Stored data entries
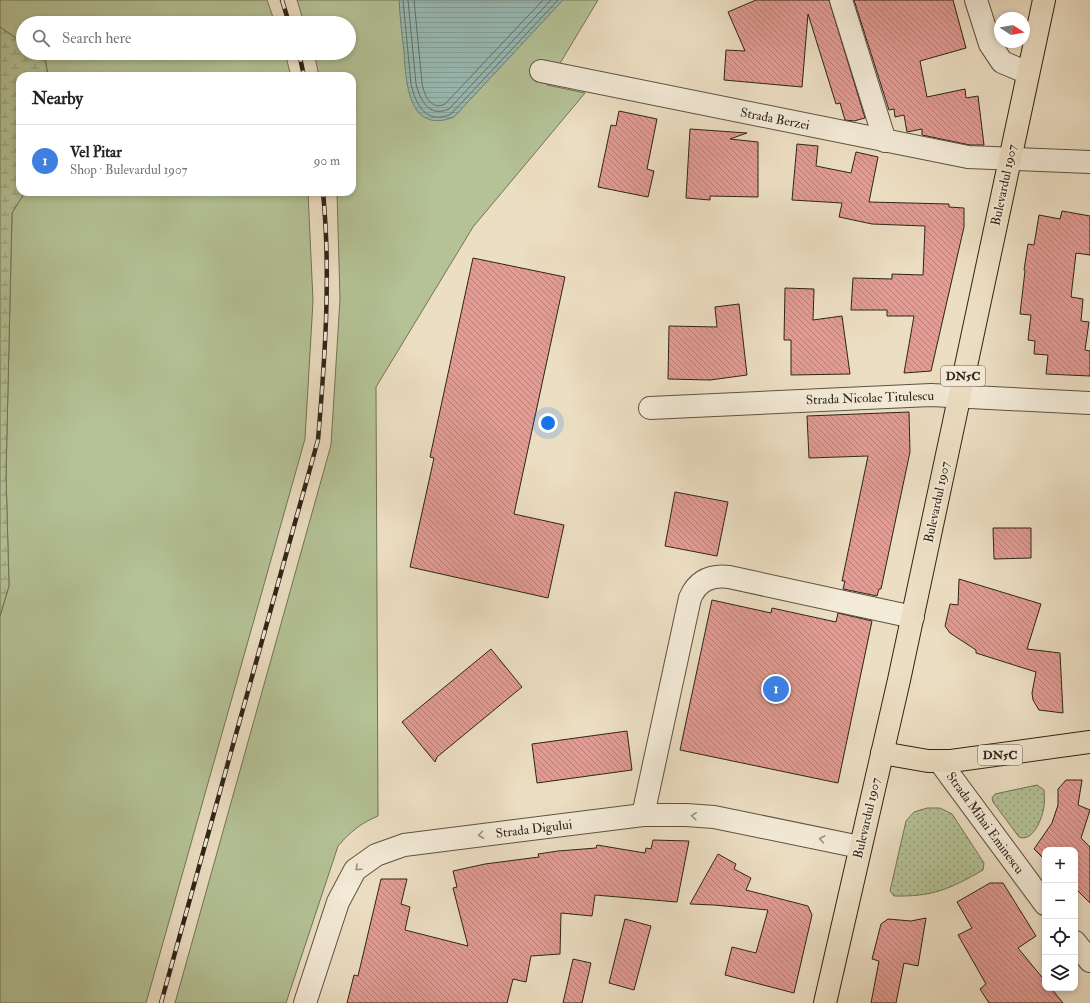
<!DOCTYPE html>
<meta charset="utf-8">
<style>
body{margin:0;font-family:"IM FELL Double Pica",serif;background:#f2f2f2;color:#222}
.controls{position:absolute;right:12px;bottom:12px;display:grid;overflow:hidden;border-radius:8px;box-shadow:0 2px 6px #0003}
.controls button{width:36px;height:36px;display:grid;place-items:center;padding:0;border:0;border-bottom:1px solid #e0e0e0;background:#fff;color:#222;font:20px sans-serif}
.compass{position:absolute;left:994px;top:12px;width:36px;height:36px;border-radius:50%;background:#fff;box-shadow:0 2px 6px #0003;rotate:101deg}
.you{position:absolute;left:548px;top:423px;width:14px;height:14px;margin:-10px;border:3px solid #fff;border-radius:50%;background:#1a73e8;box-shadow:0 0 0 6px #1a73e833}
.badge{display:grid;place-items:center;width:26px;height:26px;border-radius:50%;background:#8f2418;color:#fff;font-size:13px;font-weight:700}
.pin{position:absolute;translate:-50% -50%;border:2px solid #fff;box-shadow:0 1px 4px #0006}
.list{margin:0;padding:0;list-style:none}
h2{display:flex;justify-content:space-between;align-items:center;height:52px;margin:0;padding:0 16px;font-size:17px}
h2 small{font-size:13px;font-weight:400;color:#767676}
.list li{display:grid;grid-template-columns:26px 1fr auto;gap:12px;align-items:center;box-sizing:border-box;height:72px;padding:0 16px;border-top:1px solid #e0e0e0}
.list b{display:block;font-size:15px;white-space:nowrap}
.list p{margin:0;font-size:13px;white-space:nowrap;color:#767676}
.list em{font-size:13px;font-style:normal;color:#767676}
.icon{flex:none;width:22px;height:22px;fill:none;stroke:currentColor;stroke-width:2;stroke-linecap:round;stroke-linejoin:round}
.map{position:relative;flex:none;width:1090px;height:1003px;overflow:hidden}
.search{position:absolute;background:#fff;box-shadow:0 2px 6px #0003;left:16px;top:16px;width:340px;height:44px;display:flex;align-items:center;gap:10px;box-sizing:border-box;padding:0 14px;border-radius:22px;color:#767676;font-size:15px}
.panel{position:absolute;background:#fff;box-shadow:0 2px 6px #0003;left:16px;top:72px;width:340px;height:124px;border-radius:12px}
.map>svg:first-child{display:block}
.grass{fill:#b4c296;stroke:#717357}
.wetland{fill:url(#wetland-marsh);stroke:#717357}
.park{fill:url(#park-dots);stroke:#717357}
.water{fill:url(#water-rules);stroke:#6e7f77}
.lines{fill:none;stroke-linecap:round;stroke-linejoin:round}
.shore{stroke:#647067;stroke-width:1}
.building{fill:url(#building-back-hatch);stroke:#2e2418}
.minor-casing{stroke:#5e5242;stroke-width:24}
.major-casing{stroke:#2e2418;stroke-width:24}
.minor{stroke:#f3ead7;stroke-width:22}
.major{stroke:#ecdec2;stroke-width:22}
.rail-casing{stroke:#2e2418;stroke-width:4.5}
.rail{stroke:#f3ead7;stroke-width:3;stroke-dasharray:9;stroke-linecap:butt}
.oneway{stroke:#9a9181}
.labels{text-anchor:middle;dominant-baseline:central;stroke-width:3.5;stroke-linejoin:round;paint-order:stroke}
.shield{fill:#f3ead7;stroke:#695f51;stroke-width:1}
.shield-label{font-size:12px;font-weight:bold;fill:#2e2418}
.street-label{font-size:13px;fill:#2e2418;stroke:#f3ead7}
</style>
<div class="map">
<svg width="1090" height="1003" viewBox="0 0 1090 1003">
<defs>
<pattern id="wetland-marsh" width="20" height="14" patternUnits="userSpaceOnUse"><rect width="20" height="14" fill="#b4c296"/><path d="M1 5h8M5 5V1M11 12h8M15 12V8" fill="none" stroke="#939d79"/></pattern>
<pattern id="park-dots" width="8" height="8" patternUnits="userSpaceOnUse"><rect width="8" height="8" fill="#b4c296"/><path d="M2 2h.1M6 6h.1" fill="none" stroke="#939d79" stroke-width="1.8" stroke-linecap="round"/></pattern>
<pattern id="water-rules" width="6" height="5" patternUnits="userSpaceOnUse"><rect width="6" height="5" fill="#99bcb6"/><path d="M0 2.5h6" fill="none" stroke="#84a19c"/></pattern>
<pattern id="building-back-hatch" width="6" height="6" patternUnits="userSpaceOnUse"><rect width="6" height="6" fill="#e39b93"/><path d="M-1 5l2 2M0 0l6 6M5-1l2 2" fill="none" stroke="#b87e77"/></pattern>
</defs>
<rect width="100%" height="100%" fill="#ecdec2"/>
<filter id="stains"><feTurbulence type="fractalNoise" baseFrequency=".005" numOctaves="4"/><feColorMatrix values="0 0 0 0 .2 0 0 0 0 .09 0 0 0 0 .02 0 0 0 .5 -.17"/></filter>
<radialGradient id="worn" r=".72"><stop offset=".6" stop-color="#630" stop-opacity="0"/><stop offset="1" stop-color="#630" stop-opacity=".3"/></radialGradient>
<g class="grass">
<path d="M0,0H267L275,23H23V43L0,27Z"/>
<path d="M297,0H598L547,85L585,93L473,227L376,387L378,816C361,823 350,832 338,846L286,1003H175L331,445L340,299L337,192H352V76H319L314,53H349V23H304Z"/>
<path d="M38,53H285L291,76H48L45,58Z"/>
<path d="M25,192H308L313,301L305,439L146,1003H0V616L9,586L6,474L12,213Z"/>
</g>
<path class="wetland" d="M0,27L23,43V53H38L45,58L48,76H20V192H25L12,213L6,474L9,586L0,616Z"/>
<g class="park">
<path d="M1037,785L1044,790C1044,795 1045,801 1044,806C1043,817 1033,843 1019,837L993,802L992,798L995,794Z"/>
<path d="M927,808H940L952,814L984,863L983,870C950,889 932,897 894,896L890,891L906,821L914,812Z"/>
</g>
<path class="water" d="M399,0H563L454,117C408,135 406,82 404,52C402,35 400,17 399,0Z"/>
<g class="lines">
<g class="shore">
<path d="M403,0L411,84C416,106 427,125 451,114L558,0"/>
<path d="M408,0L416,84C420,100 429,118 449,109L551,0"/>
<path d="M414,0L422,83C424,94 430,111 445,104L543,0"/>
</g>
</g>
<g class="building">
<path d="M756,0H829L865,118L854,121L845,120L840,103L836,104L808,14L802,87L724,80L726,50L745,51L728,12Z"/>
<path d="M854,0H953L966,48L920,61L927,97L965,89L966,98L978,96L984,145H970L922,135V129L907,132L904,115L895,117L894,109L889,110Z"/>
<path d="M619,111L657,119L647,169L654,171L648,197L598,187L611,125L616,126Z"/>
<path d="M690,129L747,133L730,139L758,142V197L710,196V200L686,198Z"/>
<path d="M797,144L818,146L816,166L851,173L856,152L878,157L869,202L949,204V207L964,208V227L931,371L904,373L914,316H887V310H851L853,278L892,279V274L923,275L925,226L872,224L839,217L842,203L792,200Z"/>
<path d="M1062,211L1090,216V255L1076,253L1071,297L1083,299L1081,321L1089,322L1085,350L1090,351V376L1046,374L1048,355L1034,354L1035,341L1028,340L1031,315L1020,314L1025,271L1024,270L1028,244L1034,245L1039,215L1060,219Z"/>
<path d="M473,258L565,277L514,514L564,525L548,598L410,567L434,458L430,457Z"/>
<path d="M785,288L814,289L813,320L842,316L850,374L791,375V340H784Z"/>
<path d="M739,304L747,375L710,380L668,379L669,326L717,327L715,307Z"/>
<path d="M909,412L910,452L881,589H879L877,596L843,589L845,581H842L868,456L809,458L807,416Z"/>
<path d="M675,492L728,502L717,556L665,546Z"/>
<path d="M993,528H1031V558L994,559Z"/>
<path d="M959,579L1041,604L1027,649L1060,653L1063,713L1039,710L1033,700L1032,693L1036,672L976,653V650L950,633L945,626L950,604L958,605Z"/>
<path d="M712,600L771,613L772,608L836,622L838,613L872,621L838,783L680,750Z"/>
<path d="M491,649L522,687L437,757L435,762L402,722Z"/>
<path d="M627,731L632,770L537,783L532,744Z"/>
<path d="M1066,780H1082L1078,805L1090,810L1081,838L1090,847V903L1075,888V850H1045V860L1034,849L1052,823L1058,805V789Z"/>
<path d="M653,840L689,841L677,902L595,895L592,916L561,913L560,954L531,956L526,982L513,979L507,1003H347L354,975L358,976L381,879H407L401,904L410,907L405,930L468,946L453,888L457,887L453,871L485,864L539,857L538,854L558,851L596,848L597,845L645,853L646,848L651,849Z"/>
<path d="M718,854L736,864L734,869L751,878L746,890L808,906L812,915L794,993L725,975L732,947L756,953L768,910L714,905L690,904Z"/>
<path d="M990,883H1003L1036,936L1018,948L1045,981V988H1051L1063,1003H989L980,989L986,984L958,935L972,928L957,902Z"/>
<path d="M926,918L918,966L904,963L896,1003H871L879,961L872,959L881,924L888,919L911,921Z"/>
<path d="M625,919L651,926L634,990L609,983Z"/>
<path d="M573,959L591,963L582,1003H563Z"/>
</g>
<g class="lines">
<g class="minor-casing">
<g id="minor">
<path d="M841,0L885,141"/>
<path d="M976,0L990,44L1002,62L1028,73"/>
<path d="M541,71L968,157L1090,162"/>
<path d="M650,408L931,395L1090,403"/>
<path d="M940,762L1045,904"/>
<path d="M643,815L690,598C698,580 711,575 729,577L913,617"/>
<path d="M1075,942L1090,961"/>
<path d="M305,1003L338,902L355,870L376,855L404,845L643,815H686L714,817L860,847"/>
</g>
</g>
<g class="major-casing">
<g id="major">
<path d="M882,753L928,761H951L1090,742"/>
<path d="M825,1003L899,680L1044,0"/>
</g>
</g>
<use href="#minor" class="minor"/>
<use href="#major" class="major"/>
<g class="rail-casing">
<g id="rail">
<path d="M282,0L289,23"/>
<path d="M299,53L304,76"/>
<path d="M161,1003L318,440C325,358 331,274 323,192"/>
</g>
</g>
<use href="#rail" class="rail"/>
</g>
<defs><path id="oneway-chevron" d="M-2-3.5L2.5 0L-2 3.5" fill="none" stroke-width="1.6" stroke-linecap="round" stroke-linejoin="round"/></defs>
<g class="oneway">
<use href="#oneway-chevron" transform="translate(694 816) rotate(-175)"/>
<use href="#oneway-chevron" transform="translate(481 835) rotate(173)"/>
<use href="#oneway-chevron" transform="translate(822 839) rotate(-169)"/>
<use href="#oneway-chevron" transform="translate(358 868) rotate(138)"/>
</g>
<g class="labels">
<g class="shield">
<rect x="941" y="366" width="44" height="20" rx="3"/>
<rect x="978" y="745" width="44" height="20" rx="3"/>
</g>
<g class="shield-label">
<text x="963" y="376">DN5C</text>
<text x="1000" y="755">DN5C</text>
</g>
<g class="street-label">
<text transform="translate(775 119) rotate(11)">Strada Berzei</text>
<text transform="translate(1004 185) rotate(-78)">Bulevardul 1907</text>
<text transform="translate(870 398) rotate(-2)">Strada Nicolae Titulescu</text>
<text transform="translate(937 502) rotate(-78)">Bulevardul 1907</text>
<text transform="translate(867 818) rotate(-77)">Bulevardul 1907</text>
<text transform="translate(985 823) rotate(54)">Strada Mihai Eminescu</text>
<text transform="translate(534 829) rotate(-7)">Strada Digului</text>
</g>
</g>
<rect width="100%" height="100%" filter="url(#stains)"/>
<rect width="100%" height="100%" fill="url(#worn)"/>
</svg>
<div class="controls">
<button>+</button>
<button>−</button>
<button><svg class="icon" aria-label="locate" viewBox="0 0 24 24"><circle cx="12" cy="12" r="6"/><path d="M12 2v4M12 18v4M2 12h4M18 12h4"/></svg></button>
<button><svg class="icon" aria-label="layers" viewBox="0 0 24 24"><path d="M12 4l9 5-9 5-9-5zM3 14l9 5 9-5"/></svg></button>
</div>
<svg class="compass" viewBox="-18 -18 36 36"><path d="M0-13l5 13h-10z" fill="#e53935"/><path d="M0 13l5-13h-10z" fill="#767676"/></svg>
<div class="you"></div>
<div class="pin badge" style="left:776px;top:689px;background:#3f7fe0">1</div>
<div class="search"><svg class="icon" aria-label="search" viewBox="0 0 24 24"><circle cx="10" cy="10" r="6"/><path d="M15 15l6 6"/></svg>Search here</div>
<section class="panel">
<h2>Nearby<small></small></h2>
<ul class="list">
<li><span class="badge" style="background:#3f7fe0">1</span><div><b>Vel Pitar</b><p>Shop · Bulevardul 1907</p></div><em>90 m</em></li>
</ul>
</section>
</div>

# What is needed:
Filter the records above and copy every line that contains the word "nowrap".

# Result of this exercise:
.list b{display:block;font-size:15px;white-space:nowrap}
.list p{margin:0;font-size:13px;white-space:nowrap;color:#767676}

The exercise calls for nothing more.